Google Phone Android Won’t be an Immediate Game Changer

NEW YORK (Reuters) – Anyone expecting the soon- to-be-launched Google phone to change the market like Apple’s iPhone has over the past year will likely be disappointed — for now.

Industry insiders who have worked on Google Inc’s Android mobile operating system say it will struggle in the near term to match the consumer enthusiasm generated by Apple Inc when its iPhone redefined the touch-screen phone market and greatly improved mobile Web surfing.

Instead, Google sees Android as an open-source platform for designing mobile devices, saying it will encourage innovation by allowing outside software developers to tinker with the system and create better mobile programs and services.

But these things take time and the first phone using Android, code-named the Google “Dream” phone, is unlikely to wow consumers.
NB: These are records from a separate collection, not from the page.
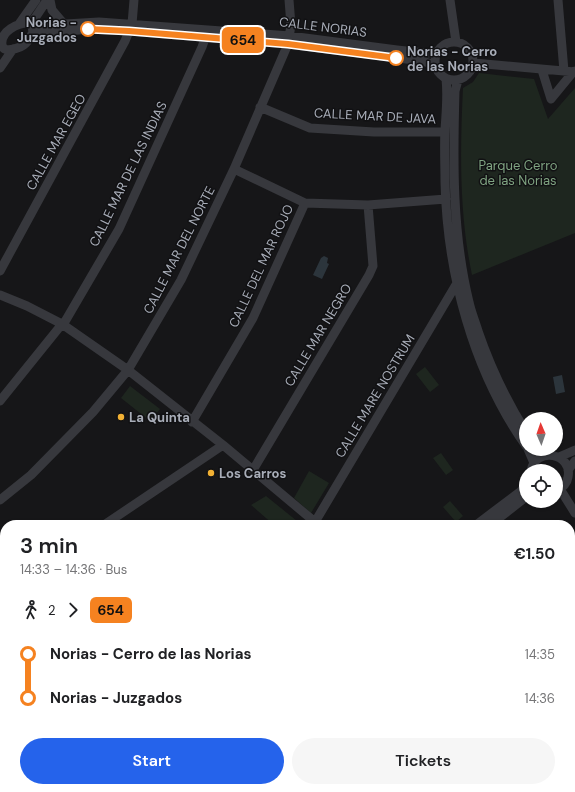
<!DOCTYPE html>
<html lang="en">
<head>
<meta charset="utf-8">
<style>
  body { margin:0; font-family:"DM Sans",sans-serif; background:#f6f6f6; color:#202124; height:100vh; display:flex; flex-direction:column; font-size:15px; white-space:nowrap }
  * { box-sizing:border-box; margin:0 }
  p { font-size:13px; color:#757577 }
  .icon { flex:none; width:22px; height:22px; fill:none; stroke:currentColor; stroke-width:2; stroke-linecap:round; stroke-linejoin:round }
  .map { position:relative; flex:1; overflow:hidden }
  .side { position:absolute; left:0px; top:520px; width:575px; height:272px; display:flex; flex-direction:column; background:#fff; border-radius:16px 16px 0 0; box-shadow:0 1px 3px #0004 }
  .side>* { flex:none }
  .badge { padding:0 8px; border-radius:6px; font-size:14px; line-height:26px }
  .needle { width:26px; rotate:358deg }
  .tools { position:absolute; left:519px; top:412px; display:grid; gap:8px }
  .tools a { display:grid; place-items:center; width:44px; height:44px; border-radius:50%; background:#fff; box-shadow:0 1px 3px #0004; font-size:20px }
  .map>.badge { position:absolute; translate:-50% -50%; box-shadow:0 0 0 2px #fff }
  .legs { display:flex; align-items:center; gap:6px; height:44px; padding:0 20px; font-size:13px }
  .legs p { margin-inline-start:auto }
  .summary { display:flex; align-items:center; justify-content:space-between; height:68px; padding:0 20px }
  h1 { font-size:22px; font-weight:600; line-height:30px }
  .action { display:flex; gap:8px; margin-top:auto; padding:8px 20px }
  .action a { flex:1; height:46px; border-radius:24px; background:#2563eb; color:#fff; font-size:16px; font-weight:600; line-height:46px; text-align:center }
  .action a+a { background:#f6f6f6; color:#202124 }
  ul { padding:0 20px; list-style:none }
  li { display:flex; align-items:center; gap:14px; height:44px; font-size:15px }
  li i { display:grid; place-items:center; width:6px; height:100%; margin:0 5px; background:currentColor }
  li i::after { content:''; width:10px; height:10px; margin:-5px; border:3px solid; border-radius:50%; background:#fff }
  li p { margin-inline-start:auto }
  li:first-child i { background:linear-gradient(#0000 50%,currentColor 0) }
  li:last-child i { background:linear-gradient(currentColor 50%,#0000 0) }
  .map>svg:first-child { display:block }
</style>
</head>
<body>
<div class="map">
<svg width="575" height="792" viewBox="0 0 575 792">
  <rect width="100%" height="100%" fill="#161618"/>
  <path fill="#1e261f" d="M 479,73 L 534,79 L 548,119 L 575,88 L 575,233 L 472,275 C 459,213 460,150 463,88 L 473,82 Z
    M 425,367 L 439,385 L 430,392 L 416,374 Z
    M 130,386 L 160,409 L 150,421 L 121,398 Z
    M 441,453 L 453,470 L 446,475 L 433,458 Z
    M 309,471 L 329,483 L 311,513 L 294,498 Z
    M 266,496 L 297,521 L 288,525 L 274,525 L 251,505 Z
    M 450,501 L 463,516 L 456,522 L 443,507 Z
    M 575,687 L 575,792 L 436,792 L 442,787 L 570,787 L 570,691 Z
    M 176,787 L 211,787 L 211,792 L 173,792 Z
    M 232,787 L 357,787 L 361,792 L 231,792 Z"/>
  <path fill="#2c353c" d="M 324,256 L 328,258 L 327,263 L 329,264 L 322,279 L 313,275 L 321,258 Z
    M 562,375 L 565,392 L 556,394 L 553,377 Z"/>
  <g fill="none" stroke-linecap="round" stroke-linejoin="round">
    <path stroke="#37383d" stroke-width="9" d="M 50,0 L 52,10 L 63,23
      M 450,0 L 456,42
      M 558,0 L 564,71
      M 28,23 L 32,26 L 33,32 C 31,36 29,40 26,43 C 22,47 4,55 2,45 C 0,31 18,23 28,23 Z
      M 19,24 L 36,0
      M 31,24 L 47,0
      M 32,26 L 99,22 L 290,36 L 397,50 L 424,53 L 437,53
      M 32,35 L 88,29 L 129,31 L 288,44 L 422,61 L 435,65
      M435 61a19 19 0 1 1 38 0a19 19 0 1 1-38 0Z
      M 474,63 L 575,72
      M 0,68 L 13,49
      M 542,70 L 551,99 L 573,72 L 575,71
      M 446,79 C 448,96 446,113 445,130 C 444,147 445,165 445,182 C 447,273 473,371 526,446
      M 458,80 L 455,91 C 453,161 452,233 469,302 C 471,312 475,321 478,331 C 490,366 506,400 526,432
      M 260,107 L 310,128 L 374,132 L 445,132
      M 234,169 L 305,203 L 368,205 L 446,199
      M 0,271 L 125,41 L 132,24 L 134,0
      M 0,295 L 27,306 L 62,324 L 128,370 L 223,445 L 315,522 L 318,525
      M 63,325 L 119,229 L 202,47 L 207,33
      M 0,401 L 62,324
      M 192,422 L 253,318 L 305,203
      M 528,449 L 534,463
      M 559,457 L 575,450
      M 253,470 L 369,275 L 373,266 L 368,205
      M 568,470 L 575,461
      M 531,471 C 535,446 573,453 568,477 C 567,484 562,488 556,491
      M 560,489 L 575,513
      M 0,500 L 31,475 L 93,412 L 128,370 L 181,280 L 234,169 L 288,44 L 291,25 L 289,0
      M 104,525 L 223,445
      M 312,525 L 315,522 L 457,283
      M 476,525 L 521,491 L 526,485
      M 490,525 L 526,497
      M 0,661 L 5,659
      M 0,668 L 5,666
      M 570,687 L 575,683
      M 0,786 L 2,792
      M 99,787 L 101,792
      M 216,792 L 216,787
      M 225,792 L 226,787
      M 431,792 L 438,787"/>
  </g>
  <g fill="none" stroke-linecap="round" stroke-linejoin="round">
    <g stroke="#fff" stroke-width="9">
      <path id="line-1" d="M 88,29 L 129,31 L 288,44 L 396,58"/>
    </g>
    <use href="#line-1" stroke="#f58220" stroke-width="6"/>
  </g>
  <g fill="#fff" stroke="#f58220" stroke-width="2">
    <circle cx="88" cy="29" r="7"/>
    <circle cx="396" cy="58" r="7"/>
  </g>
  <g fill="#f2b134" stroke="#111113" stroke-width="1.5">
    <circle cx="121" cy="417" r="4"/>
    <circle cx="211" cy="473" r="4"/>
  </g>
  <g text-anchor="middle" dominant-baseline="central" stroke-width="3" stroke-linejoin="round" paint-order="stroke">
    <g font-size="13" font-weight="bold" fill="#a8adb8" stroke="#111113" text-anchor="end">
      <text x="77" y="22">Norias -<tspan x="77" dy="15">Juzgados</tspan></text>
      <text x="407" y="51" text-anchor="start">Norias - Cerro<tspan x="407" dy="15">de las Norias</tspan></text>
    </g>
    <g font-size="13" fill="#a8adb8" stroke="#111113">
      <text transform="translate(323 27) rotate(7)">CALLE NORIAS</text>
      <text transform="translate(375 116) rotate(3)">CALLE MAR DE JAVA</text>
      <text transform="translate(56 142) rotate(-61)">CALLE MAR EGEO</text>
      <text transform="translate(128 174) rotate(-64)">CALLE MAR DE LAS INDIAS</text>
      <text transform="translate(179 250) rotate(-63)">CALLE MAR DEL NORTE</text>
      <text transform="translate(261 266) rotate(-65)">CALLE DEL MAR ROJO</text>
      <text transform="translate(318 335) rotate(-59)">CALLE MAR NEGRO</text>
      <text transform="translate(375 396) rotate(-59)">CALLE MARE NOSTRUM</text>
    </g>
    <g font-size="13" fill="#7fa381" stroke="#111113">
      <text x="518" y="165">Parque Cerro<tspan x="518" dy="15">de las Norias</tspan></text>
    </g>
    <g font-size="13" font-weight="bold" fill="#a8adb8" stroke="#111113" text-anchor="start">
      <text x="129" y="417">La Quinta</text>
      <text x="219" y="473">Los Carros</text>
    </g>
  </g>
</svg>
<div class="tools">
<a><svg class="needle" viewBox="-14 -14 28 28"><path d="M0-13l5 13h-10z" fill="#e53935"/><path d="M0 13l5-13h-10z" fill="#757577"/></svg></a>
<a><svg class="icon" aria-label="locate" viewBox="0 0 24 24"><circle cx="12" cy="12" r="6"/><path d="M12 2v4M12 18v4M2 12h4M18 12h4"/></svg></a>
</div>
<b class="badge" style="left:243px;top:40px;background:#f58220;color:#111">654</b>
<section class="side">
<div class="summary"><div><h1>3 min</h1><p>14:33 – 14:36 · Bus</p></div><b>€1.50</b></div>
<div class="legs"><svg class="icon" aria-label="walk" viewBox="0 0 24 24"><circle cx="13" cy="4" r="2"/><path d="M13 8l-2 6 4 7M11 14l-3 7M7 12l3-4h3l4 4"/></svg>2<svg class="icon" aria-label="forward" viewBox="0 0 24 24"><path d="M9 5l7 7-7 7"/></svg><b class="badge" style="background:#f58220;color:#111">654</b></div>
<ul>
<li><i style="color:#f58220"></i><b>Norias - Cerro de las Norias</b><p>14:35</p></li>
<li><i style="color:#f58220"></i><b>Norias - Juzgados</b><p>14:36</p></li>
</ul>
<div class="action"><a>Start</a><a>Tickets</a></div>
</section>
</div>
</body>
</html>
The device is made by Taiwan’s HTC Corp. Sources familiar with the plan say Deutsche Telekom AG’s T-Mobile plans to introduce it in New York on September 23.

“I’m not sure the consumer experience is significantly better than that of the iPhone,” says Rajeev Chand, a wireless analyst at investment bank Rutberg & Co, who has tried out an early version of Android. “When the iPhone came out the experience was several orders of magnitude better than anything that was out there.”
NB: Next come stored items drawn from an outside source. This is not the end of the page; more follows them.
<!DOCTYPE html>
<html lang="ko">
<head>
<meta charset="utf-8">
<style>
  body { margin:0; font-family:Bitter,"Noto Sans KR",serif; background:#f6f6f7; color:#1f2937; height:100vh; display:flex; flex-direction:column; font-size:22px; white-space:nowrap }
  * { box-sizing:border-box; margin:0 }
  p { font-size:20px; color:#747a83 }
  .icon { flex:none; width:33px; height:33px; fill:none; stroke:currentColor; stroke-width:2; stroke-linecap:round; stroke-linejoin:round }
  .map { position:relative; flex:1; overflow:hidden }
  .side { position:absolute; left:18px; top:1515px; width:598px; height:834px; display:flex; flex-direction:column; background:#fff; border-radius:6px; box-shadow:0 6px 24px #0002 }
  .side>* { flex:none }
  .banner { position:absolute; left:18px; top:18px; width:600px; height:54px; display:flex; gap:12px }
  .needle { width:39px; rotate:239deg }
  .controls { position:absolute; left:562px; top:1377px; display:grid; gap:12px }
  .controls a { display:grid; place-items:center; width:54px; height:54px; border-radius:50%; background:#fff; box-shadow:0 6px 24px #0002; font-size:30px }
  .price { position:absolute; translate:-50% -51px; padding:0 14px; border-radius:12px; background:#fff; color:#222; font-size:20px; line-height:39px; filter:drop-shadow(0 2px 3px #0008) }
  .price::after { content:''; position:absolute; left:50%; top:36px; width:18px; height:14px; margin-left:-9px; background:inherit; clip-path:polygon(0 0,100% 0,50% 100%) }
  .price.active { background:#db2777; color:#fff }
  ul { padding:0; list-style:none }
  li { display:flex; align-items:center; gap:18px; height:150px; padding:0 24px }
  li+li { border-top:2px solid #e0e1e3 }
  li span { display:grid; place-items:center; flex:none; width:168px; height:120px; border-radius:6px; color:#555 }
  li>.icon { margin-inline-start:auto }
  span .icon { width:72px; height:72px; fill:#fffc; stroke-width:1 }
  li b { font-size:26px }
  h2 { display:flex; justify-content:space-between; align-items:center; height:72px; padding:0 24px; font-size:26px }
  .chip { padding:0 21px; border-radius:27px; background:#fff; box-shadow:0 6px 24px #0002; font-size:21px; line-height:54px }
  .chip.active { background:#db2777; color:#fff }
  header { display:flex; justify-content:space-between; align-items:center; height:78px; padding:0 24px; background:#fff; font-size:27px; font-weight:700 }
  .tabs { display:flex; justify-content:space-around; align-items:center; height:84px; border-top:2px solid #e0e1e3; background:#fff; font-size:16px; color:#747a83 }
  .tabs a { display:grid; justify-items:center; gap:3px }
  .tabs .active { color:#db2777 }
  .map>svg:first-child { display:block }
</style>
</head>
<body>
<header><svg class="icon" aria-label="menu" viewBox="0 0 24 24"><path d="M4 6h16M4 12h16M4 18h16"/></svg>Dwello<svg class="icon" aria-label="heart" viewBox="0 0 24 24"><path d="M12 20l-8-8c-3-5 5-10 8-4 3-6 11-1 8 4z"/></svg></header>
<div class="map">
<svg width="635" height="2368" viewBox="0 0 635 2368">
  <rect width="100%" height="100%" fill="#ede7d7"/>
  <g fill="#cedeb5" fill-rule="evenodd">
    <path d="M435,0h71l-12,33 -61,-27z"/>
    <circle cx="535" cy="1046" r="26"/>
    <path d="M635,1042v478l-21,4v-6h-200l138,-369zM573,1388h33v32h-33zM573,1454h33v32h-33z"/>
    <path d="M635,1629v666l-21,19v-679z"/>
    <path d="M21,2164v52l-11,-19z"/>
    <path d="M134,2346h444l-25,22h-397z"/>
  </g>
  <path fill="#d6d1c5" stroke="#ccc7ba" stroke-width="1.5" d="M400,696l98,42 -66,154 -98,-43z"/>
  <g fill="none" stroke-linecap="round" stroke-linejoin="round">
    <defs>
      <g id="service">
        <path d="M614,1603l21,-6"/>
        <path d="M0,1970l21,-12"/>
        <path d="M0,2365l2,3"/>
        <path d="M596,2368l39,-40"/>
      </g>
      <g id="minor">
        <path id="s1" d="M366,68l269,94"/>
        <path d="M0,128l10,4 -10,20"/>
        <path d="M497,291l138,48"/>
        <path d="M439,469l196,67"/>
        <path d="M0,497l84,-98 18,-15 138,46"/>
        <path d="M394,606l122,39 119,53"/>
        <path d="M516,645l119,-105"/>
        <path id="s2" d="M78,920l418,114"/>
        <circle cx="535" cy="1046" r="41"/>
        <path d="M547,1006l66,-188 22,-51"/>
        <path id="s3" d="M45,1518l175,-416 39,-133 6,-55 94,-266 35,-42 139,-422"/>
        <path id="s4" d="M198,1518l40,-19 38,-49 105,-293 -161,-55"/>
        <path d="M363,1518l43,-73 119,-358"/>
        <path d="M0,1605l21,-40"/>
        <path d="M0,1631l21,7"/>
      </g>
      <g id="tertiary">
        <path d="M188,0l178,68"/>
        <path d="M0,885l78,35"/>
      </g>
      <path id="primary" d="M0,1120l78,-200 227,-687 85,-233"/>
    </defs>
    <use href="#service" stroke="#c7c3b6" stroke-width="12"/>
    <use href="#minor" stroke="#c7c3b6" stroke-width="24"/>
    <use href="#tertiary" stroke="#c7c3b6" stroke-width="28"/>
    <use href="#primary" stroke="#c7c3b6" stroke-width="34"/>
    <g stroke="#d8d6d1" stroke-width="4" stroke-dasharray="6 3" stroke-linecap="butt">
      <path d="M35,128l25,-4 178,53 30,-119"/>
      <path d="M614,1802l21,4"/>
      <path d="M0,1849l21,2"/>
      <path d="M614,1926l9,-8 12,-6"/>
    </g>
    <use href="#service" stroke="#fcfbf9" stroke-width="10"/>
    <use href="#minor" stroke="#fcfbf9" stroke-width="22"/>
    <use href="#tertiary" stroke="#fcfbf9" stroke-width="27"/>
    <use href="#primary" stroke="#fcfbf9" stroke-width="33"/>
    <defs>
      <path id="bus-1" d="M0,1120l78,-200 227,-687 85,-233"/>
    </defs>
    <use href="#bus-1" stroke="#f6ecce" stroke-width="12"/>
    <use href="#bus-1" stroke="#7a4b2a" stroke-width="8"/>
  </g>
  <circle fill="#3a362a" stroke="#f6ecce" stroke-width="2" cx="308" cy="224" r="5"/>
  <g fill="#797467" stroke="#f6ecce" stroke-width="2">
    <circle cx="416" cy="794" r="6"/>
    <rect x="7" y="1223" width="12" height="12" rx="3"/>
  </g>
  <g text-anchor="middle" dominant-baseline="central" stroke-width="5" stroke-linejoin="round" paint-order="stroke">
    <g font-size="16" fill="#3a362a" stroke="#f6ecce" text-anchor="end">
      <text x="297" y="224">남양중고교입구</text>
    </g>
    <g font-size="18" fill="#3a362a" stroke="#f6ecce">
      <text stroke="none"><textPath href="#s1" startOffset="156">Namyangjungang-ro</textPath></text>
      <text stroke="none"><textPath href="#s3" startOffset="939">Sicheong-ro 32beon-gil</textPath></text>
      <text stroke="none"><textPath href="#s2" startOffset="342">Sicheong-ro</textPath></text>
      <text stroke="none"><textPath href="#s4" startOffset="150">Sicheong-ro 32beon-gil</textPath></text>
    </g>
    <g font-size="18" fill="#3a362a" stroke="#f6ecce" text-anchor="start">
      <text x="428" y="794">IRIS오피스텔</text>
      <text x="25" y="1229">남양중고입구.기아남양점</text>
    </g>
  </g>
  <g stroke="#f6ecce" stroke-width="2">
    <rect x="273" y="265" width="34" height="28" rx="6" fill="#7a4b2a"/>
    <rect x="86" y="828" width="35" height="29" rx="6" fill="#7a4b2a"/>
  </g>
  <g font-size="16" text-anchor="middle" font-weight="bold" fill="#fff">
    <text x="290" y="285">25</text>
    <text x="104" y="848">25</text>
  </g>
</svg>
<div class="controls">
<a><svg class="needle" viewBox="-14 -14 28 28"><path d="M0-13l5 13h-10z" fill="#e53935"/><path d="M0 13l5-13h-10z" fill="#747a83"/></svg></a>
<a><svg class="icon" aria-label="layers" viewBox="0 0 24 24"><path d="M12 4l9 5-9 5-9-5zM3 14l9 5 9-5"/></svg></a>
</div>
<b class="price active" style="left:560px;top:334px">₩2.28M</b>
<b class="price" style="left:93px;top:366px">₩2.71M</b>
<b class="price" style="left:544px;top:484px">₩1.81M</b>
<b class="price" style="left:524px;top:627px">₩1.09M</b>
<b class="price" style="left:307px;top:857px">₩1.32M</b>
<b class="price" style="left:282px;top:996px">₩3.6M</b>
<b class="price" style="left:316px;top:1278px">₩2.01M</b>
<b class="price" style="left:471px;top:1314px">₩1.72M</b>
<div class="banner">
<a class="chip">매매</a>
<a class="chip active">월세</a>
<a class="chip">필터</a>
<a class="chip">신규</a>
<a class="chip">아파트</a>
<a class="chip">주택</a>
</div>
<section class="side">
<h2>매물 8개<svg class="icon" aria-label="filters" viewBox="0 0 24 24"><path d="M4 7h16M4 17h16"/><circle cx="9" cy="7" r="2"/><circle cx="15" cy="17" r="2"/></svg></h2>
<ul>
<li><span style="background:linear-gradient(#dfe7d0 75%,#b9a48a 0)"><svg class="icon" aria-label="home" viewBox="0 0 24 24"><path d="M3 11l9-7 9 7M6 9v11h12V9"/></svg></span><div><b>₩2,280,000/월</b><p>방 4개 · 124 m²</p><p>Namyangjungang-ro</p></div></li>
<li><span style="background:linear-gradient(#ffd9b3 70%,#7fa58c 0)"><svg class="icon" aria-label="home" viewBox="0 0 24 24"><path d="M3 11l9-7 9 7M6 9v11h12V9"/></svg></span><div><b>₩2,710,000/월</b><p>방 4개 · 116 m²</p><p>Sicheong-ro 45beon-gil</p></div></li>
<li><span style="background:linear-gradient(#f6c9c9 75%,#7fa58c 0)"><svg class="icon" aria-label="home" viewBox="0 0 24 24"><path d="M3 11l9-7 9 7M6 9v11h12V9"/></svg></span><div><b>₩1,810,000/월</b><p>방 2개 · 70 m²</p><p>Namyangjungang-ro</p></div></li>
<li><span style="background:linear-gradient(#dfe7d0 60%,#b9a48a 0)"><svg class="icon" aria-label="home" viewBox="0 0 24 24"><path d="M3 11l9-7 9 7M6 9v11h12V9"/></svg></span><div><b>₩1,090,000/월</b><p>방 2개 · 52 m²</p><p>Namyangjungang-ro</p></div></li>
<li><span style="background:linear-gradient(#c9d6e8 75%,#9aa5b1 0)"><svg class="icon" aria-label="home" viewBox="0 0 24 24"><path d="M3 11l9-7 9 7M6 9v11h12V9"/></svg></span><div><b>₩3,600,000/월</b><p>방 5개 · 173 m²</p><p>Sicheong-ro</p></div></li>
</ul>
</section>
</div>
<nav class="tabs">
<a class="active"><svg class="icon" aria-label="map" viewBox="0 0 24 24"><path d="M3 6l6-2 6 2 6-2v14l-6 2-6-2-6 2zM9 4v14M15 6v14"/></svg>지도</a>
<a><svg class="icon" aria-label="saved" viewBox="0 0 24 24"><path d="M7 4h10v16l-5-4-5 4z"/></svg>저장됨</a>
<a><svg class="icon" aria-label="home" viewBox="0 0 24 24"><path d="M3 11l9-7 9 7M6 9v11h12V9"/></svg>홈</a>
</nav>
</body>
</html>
Google, its partner carriers and application developers hope the Android platform will drive even more mobile Web surfing than the iPhone, which has helped Web usage rocket in comparison to other smartphones.

But unlike Apple, which keeps a tight grip on the iPhone’s hardware and software, Google will have less control as Android will be open to developers to create component technologies in almost any way they can imagine.

Google’s engineering-led culture appears content to launch the first Android phones as a kind of science project that will be rapidly improved afterward. Google has produced big hits and plenty of hard-to-remember misses with its strategy of launching new ideas and iterating quickly.

Yet, Google will not have the kind of leverage in mobile that it is used to in the PC world, where it dominates search. Phone carriers have a huge say over how devices are designed and what data services are accessible over their networks.

While Android could offer real promise in terms of technology and usability — particularly because it is an open platform — it is unlikely to single-handedly change the restrictive nature of the mobile industry, said John Poisson, founder of Tiny Pictures, a developer partner of Android.

“Carriers in each market will still control how it gets implemented and on which devices and in which form,” Poisson said. “Android lives and breathes at the pleasure of the operator.”